WHAT YOU SHOULD DO: Filter the material below down to the lines with the word "JSON" and give those lines.

DATA EXCERPTS:
============================================================

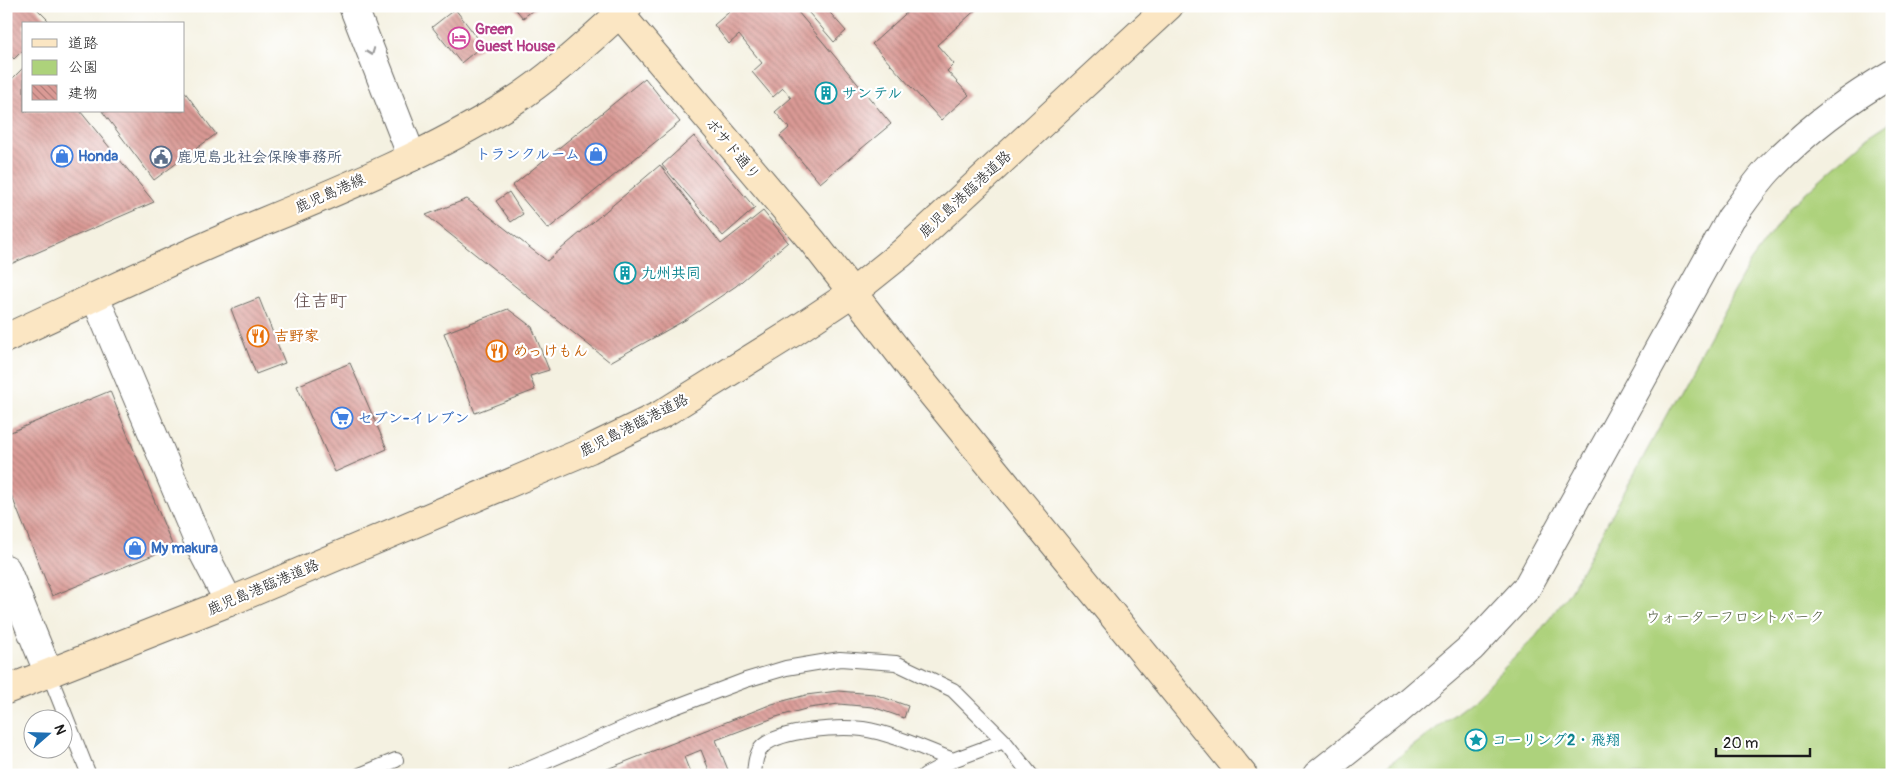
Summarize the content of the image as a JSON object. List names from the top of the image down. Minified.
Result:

============================================================

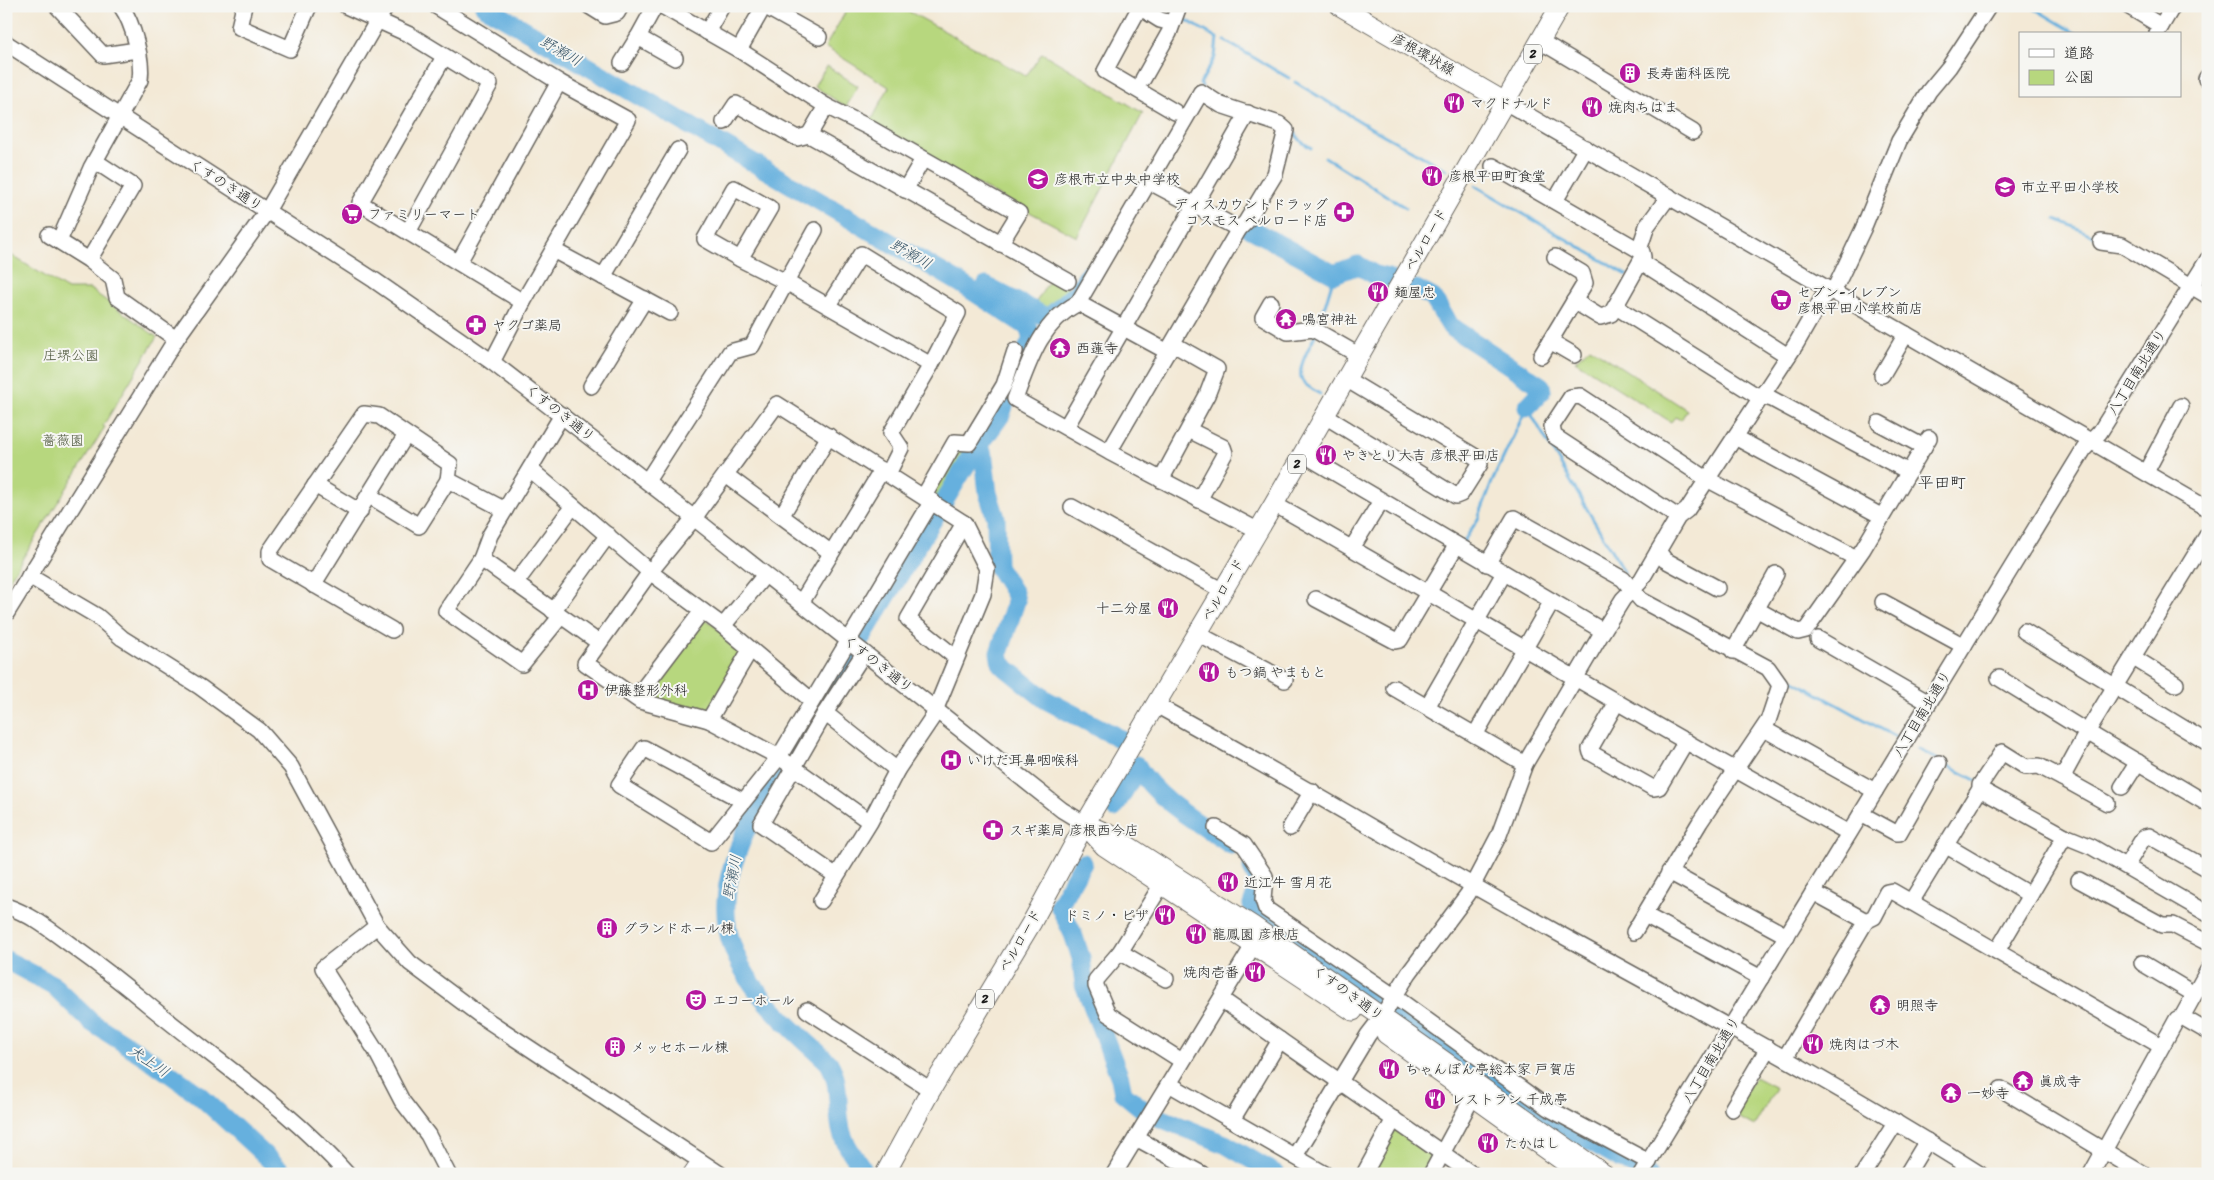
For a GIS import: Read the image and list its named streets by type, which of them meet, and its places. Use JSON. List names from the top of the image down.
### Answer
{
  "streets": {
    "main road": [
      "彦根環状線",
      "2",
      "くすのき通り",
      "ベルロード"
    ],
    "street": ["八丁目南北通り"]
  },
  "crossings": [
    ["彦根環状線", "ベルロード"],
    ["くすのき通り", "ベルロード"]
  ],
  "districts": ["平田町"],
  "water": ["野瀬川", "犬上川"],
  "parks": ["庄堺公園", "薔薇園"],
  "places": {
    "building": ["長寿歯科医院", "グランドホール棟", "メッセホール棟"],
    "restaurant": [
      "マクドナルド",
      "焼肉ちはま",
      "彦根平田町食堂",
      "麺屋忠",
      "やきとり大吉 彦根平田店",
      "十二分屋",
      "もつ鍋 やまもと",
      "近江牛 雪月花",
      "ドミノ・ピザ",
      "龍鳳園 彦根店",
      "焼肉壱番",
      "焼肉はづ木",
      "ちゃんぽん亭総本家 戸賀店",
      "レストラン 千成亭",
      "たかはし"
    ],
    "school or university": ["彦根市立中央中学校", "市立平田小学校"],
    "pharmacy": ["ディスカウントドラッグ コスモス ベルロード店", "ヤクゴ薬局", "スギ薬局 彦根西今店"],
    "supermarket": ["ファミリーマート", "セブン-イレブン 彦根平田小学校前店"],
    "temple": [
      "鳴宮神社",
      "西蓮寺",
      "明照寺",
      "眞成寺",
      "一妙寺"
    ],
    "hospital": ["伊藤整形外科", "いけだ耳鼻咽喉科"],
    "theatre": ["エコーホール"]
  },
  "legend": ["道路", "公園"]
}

============================================================

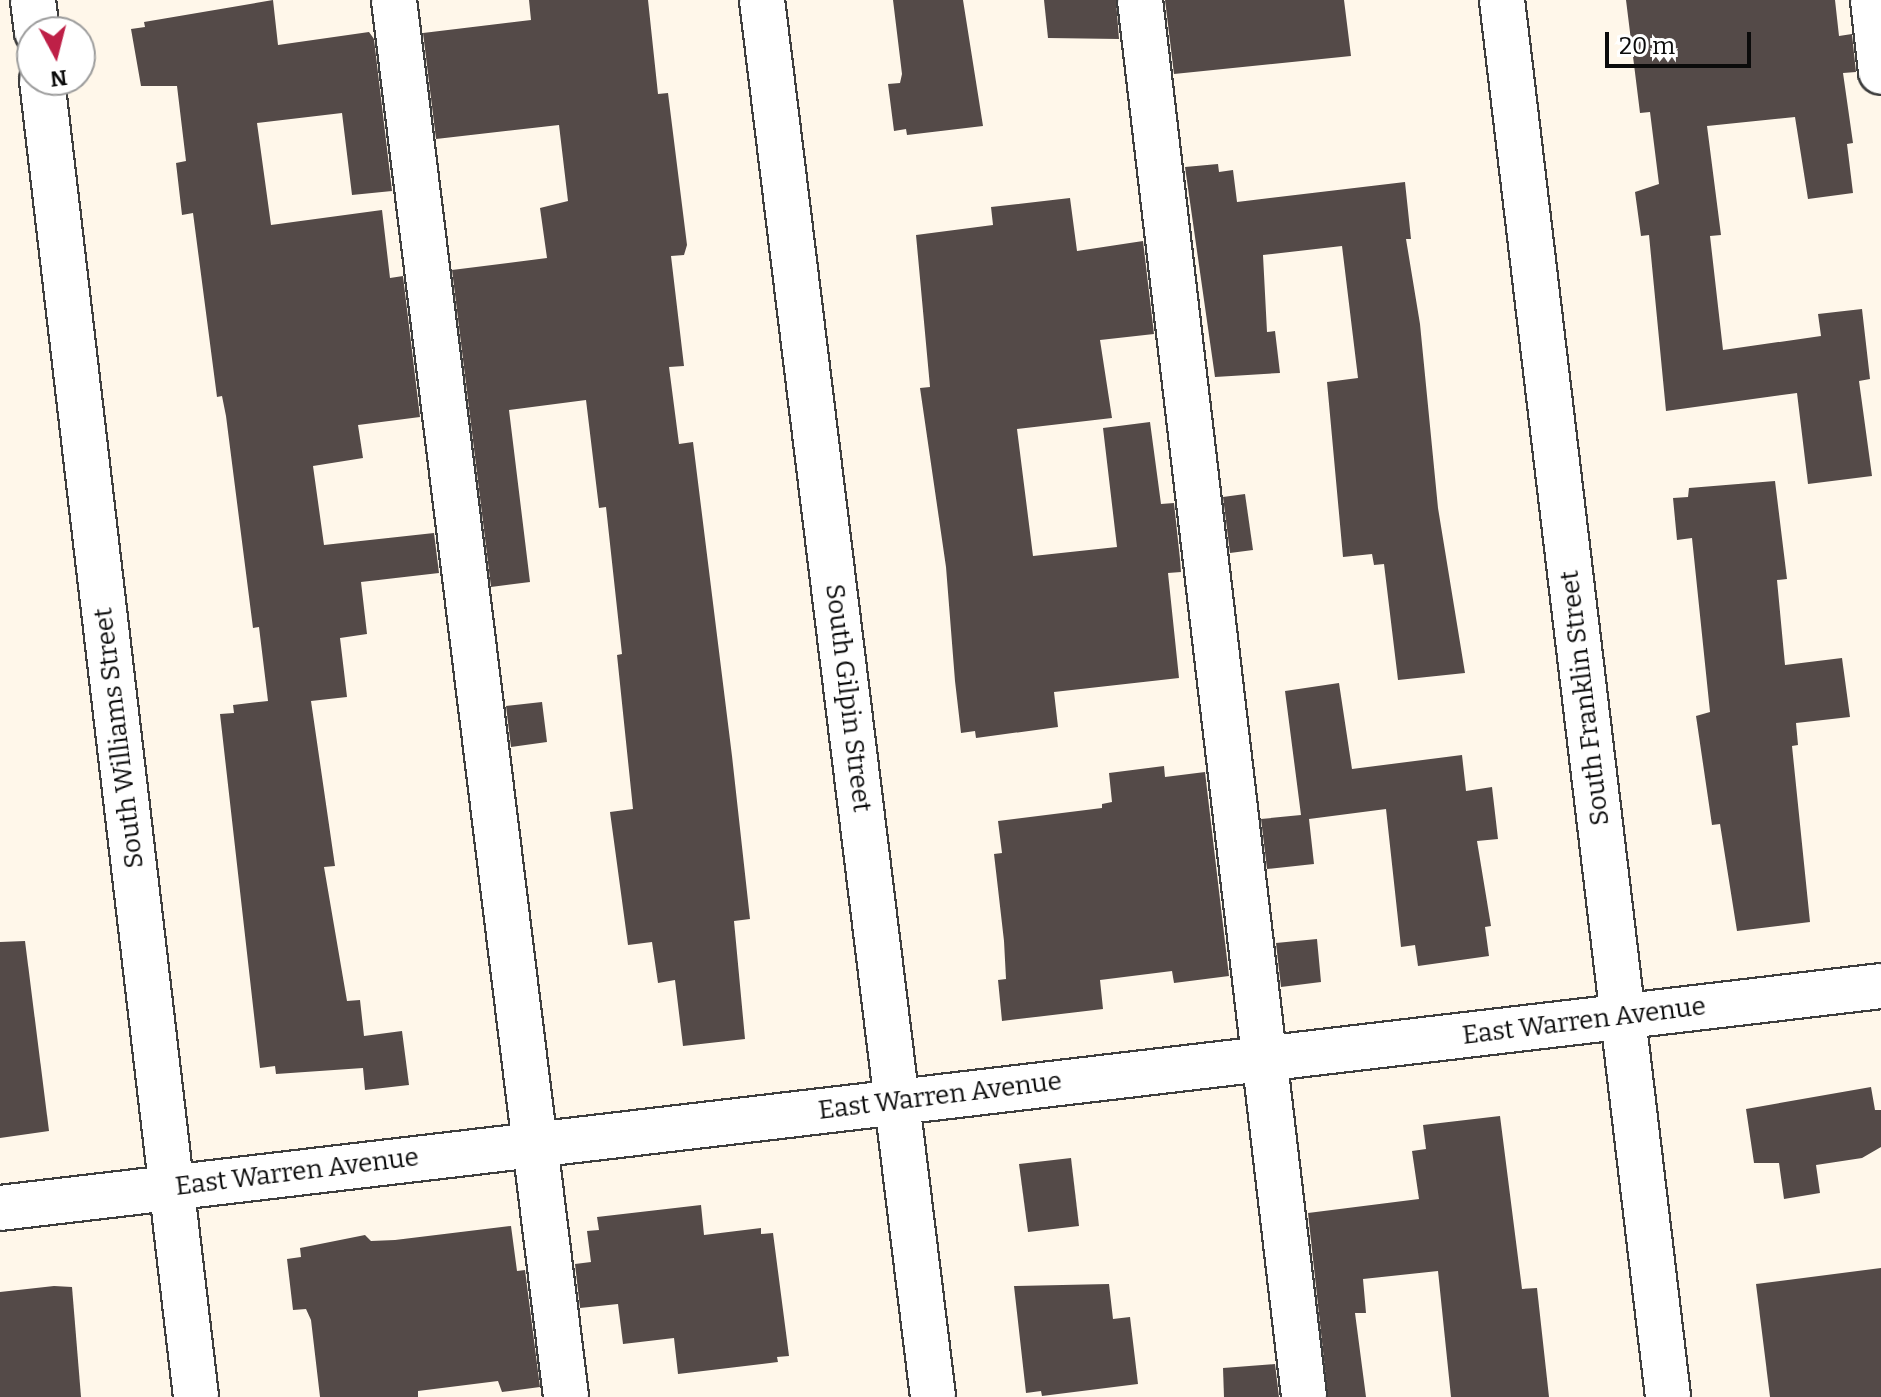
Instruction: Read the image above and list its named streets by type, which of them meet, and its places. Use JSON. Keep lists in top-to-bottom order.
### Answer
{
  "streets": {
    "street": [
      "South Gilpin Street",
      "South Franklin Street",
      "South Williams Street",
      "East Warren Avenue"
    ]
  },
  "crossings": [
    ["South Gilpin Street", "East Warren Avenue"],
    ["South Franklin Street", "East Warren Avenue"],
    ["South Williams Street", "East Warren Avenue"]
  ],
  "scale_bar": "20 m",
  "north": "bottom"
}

============================================================

RESPONSE TO THE EXERCISE:
Summarize the content of the image as a JSON object. List names from the top of the image down. Minified.
For a GIS import: Read the image and list its named streets by type, which of them meet, and its places. Use JSON. List names from the top of the image down.
Instruction: Read the image above and list its named streets by type, which of them meet, and its places. Use JSON. Keep lists in top-to-bottom order.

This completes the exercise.